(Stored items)
——————————

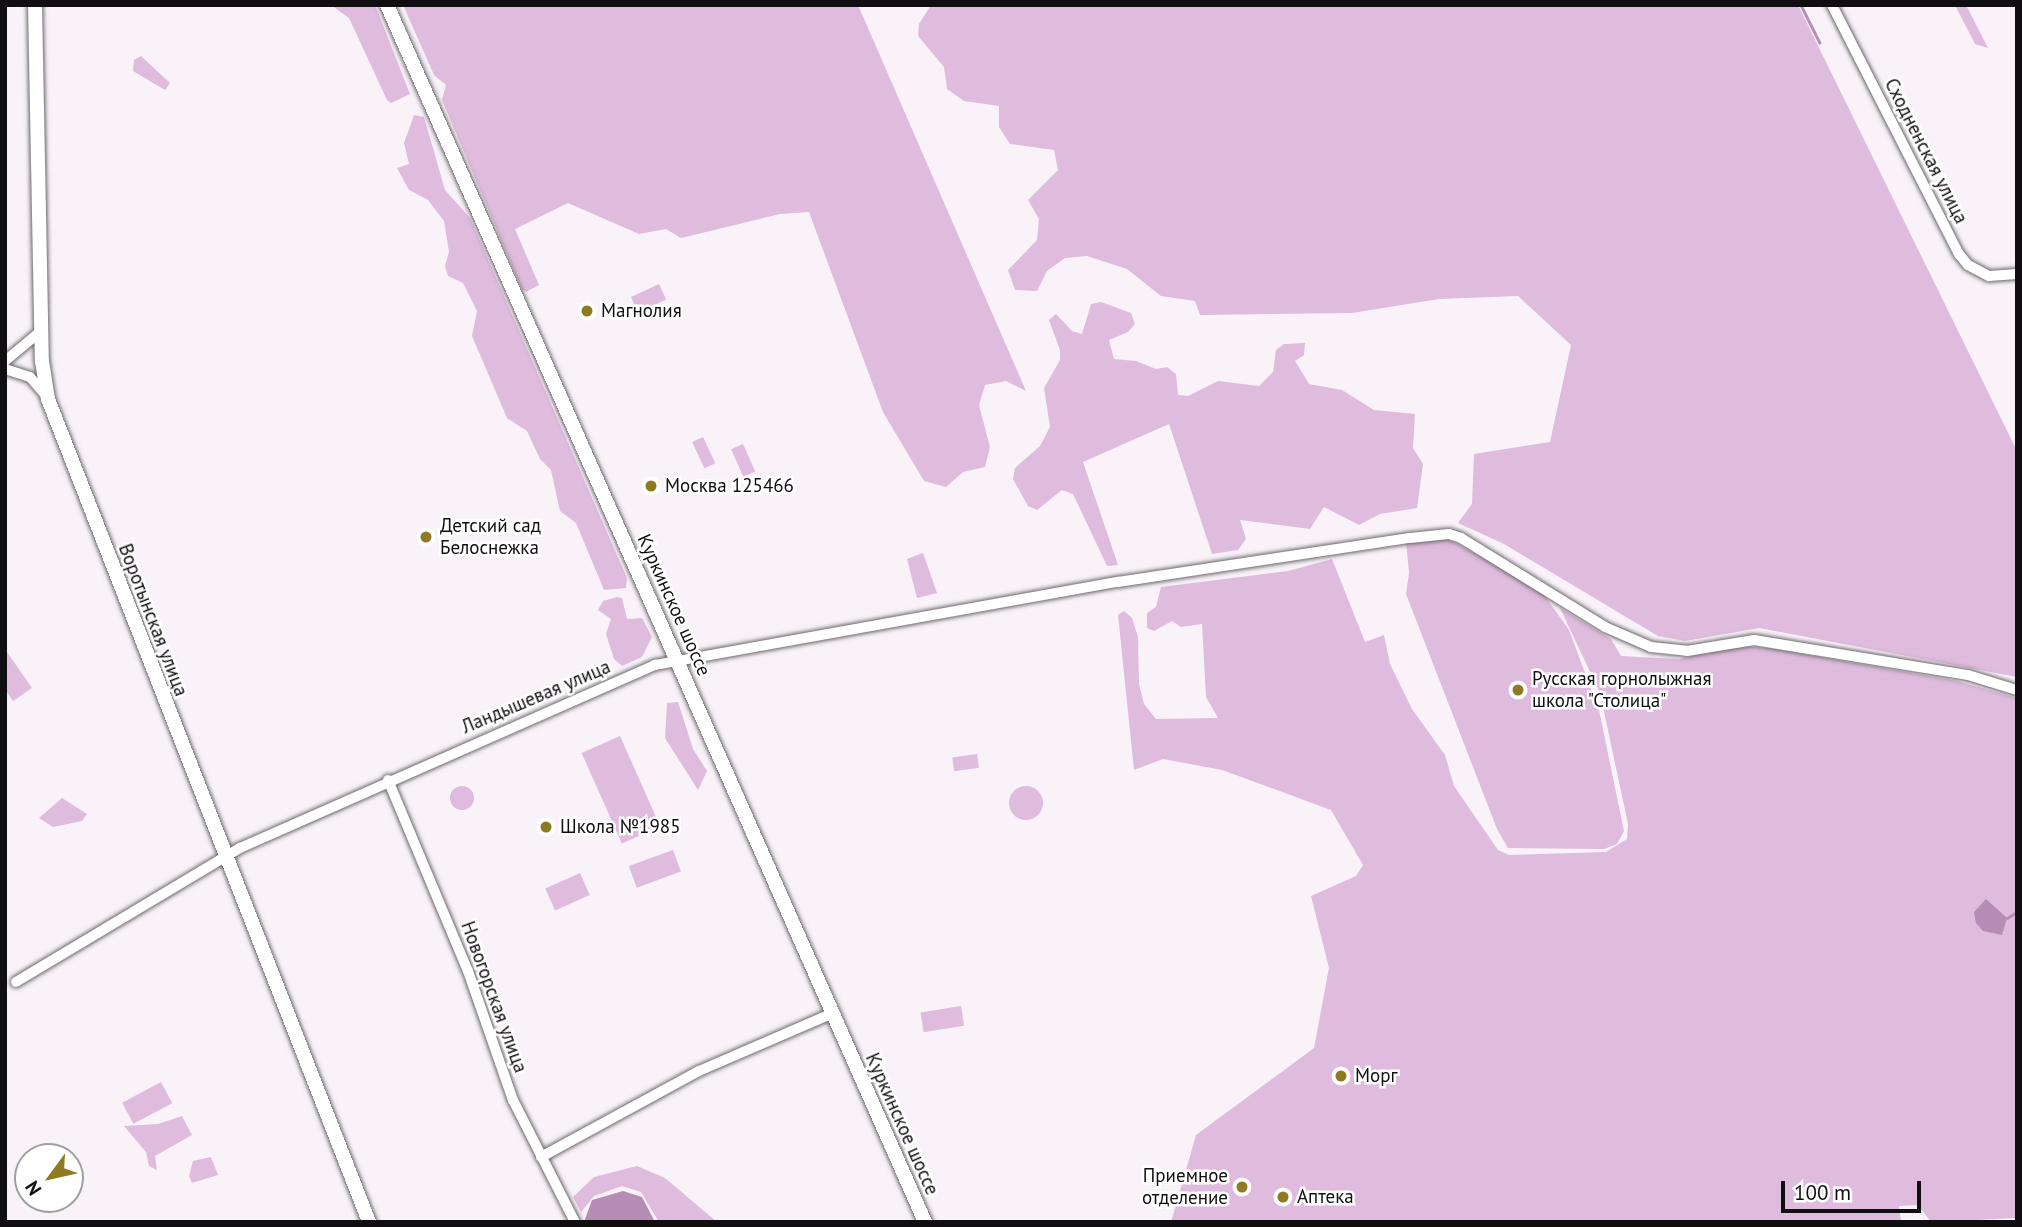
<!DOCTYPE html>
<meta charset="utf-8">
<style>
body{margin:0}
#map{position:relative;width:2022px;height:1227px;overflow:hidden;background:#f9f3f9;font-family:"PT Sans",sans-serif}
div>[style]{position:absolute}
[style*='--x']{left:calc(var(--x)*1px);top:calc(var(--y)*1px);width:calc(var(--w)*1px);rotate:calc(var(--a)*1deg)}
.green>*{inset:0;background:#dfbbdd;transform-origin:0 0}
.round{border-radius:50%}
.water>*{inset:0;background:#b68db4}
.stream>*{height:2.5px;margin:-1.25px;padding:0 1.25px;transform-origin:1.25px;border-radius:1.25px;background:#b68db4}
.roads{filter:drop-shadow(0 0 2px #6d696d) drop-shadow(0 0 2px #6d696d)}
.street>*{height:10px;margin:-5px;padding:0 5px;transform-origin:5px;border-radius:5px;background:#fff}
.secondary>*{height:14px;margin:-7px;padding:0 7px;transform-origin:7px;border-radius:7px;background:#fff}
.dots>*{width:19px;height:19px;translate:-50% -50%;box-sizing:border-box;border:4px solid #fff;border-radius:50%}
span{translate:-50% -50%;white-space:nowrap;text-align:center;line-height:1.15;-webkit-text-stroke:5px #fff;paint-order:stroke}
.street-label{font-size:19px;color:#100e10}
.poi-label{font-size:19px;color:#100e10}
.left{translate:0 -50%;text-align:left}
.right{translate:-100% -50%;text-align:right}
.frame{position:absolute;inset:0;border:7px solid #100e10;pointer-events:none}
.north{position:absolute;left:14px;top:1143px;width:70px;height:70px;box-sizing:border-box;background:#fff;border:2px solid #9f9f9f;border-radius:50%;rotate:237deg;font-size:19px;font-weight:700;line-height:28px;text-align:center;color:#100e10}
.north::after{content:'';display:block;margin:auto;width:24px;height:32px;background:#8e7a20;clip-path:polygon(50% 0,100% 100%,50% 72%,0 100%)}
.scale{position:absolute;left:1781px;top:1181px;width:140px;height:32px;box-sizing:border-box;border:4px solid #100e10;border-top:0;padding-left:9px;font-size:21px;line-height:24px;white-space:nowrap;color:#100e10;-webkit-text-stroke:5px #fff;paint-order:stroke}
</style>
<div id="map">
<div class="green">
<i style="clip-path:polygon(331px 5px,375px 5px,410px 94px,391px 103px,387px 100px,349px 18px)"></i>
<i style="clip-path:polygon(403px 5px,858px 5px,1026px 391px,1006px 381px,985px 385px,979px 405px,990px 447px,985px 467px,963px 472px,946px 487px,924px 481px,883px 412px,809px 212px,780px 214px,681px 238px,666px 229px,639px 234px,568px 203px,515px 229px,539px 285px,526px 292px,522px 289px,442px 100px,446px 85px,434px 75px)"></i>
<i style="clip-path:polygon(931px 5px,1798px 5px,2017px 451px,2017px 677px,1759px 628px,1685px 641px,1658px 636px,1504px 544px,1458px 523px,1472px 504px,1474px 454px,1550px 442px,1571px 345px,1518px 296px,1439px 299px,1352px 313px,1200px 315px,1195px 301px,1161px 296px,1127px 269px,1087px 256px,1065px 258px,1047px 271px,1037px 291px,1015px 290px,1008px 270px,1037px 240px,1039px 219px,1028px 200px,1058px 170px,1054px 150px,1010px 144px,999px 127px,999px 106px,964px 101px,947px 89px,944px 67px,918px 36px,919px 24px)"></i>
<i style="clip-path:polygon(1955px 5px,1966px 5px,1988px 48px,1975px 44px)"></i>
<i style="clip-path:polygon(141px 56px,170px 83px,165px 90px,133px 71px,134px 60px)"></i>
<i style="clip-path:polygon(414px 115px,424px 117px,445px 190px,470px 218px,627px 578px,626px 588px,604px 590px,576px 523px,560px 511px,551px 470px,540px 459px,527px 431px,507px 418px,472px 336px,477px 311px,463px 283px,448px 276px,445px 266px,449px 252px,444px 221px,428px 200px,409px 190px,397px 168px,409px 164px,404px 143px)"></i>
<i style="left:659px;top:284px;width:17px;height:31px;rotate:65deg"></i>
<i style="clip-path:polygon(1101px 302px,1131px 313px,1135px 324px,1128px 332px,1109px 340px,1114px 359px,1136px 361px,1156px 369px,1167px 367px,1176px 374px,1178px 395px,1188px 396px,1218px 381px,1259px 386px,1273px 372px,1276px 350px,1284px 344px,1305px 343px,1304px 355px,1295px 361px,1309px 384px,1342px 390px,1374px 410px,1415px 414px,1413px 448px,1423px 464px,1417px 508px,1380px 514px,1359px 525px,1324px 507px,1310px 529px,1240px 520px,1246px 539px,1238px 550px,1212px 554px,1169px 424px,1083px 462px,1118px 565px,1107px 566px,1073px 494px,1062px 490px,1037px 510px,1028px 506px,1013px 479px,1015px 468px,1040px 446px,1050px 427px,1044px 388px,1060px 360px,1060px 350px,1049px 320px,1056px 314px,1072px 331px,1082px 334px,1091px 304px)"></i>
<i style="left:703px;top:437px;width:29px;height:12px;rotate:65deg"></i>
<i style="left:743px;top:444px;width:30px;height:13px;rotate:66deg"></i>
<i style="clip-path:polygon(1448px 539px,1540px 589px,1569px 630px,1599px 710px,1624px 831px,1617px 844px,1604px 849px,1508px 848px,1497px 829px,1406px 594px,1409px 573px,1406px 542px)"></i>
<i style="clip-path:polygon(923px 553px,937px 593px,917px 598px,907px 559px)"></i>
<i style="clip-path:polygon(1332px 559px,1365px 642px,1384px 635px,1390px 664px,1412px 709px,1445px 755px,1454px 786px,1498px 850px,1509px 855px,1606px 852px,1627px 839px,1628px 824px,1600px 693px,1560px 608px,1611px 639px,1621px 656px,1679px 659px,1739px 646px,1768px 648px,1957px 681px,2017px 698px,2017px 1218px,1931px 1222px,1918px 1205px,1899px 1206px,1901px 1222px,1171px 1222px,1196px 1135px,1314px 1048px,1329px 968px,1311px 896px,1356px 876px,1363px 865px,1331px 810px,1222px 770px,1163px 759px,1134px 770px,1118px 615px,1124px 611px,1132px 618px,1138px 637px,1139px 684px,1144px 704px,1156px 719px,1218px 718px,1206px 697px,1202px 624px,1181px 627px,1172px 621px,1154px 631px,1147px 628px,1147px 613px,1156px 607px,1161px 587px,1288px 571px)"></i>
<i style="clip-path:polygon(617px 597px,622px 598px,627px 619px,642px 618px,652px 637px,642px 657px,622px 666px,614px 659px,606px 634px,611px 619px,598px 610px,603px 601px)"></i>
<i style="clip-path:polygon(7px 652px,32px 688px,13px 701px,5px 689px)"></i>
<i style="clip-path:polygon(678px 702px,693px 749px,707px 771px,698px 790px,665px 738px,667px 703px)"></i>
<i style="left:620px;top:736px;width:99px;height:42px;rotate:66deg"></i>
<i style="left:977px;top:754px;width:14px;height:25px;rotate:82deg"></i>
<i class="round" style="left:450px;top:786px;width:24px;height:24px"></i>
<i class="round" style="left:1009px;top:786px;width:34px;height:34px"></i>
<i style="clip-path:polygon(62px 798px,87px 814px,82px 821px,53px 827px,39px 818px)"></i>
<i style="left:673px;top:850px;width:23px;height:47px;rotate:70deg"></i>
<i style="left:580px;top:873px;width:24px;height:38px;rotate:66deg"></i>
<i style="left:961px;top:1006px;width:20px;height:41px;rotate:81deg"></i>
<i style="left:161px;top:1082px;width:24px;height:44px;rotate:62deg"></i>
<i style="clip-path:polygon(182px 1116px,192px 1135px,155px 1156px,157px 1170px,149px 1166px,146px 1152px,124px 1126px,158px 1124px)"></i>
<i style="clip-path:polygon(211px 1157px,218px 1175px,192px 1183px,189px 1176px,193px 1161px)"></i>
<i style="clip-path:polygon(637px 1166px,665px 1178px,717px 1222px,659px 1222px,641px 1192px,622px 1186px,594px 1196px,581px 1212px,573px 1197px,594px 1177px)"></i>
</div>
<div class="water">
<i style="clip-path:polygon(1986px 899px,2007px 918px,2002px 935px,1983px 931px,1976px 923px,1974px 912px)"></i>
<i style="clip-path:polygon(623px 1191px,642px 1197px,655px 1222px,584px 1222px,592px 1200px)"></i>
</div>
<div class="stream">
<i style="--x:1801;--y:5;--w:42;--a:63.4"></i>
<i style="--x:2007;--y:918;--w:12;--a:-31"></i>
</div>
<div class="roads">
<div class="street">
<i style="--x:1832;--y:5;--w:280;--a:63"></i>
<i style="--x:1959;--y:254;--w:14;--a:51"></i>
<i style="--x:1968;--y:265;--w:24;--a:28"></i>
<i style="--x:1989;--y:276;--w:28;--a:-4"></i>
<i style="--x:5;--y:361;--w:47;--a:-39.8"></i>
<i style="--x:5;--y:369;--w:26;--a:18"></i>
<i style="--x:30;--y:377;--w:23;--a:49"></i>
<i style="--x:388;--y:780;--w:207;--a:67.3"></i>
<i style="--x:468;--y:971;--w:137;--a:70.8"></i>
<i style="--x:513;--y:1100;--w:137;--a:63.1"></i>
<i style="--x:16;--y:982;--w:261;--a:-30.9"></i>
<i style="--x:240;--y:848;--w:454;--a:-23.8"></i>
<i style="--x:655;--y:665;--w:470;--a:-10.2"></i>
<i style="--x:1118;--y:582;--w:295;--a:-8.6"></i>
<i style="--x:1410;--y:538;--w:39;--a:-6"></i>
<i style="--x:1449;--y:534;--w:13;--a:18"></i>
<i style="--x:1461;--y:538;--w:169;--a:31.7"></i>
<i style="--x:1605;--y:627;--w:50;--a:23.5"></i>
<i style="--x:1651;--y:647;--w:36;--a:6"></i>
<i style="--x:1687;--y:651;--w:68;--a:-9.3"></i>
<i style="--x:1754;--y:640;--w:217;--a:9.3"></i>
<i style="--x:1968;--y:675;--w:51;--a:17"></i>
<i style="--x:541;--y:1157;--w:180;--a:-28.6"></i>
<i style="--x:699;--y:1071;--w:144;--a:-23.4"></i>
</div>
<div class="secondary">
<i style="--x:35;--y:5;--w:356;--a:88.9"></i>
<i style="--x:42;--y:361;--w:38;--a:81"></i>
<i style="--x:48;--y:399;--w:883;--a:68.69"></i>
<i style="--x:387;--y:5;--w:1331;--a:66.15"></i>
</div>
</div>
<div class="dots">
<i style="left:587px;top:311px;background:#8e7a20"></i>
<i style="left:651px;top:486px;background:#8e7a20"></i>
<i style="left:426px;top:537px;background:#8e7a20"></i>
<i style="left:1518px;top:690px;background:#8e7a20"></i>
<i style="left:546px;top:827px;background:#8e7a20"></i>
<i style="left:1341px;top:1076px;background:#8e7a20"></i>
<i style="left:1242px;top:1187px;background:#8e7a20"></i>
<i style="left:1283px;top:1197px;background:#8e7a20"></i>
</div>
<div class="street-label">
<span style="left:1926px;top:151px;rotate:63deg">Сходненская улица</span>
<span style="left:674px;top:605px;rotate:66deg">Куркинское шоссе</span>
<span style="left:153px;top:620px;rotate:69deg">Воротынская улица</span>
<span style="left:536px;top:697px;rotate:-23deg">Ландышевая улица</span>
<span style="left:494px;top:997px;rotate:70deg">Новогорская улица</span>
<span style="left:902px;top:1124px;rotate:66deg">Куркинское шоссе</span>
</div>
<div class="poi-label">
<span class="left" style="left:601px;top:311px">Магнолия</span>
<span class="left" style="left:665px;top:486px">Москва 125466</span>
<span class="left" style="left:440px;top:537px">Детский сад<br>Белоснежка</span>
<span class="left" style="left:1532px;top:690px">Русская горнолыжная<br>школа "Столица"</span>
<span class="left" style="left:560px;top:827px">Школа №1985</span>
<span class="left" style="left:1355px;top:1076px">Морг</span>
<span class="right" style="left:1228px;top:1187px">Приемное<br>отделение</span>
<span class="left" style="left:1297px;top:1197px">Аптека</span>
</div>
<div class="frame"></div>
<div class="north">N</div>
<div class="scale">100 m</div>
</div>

——————————

About this task:
The answer needed is a single number: how many lines in the records above hold the string "stream". Please write nothing else.

Response below:
2